Implant Files 2:Mehr Transparenz bitte

Auf Initiative von Journalisten ist eine weltweite Datenbank eingerichtet worden, in der sich Patienten über Medizinprodukte informieren können.

Von C. Berndt und K. Langhans

Medizinprodukte wie Herzschrittmacher, Brustimplantate oder künstliche Hüften kommen oft lasch kontrolliert auf den Markt. Patienten, die sich vor einer Operation zusätzlich zum Arztgespräch über die Sicherheit einzelner Produkte informieren möchten, haben dazu kaum Möglichkeiten, da viele Daten zu Produktproblemen, die Behörden auf der ganzen Welt sammeln, nur in Teilen öffentlich sind und manches unter Verschluss bleibt.

Deshalb veröffentlicht das Internationale Konsortium für Investigative Journalisten (ICIJ) eine Datenbank mit mehr als 120 000 Dokumenten aus 46 Ländern, die Problemmeldungen, Rückrufe und weitere Dokumente enthalten, die Ärzte, Patienten, Hersteller- und Behörden verfasst haben. Journalisten haben über das Informationsfreiheitsgesetz bisher unveröffentlichte Papiere gesammelt, die unter medicaldevices.icij.org einsehbar sind. Die Datenbank ersetzt keinen Arztbesuch, ermöglicht es aber, zusätzlich zu prüfen, ob es Rückrufe oder Warnmeldungen zu einem bestimmten Implantat gab.

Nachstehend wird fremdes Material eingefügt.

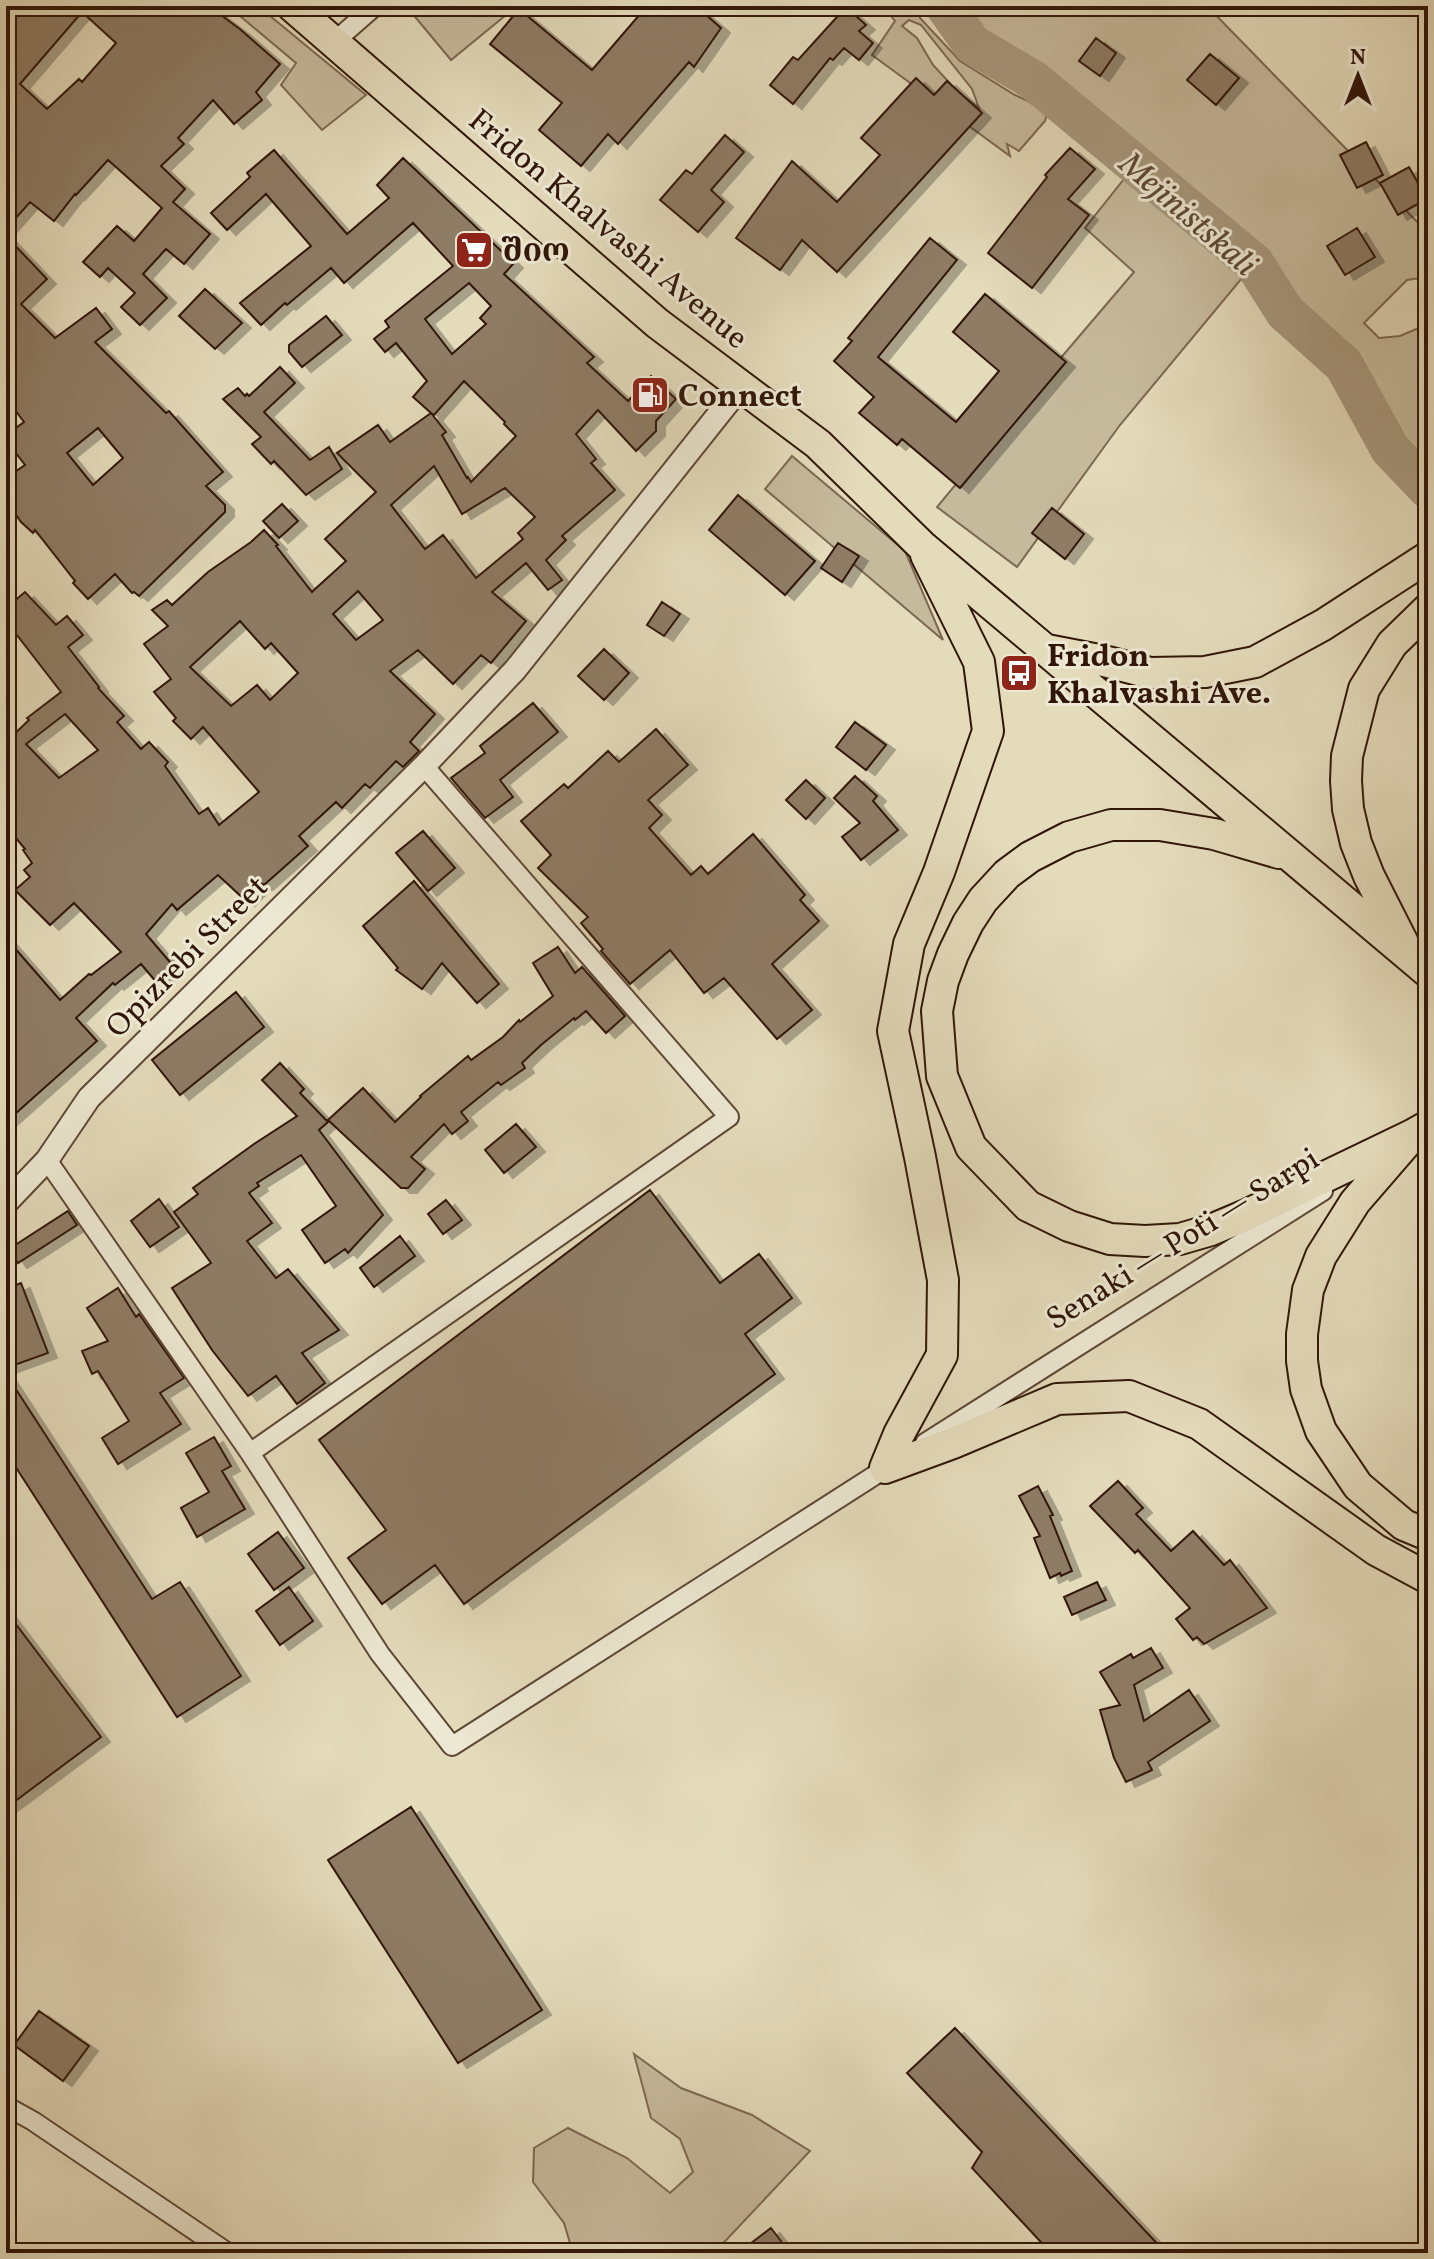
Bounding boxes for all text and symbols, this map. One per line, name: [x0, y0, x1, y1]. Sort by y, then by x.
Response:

In Deutschland sind die Komplikationen, die Ärzte und Hersteller in Verbindung mit Medizinprodukten melden, unter Verschluss. Die Süddeutsche Zeitung klagt derzeit vor dem Verwaltungsgericht Köln um die Herausgabe aller Meldungen von 2007 bis 2017. Die zuständige Bonner Behörde weigert sich, die Unterlagen herauszugeben. In anderen Ländern, wie den USA, sind gemeldete Komplikationen in Verbindung mit Implantaten öffentlich.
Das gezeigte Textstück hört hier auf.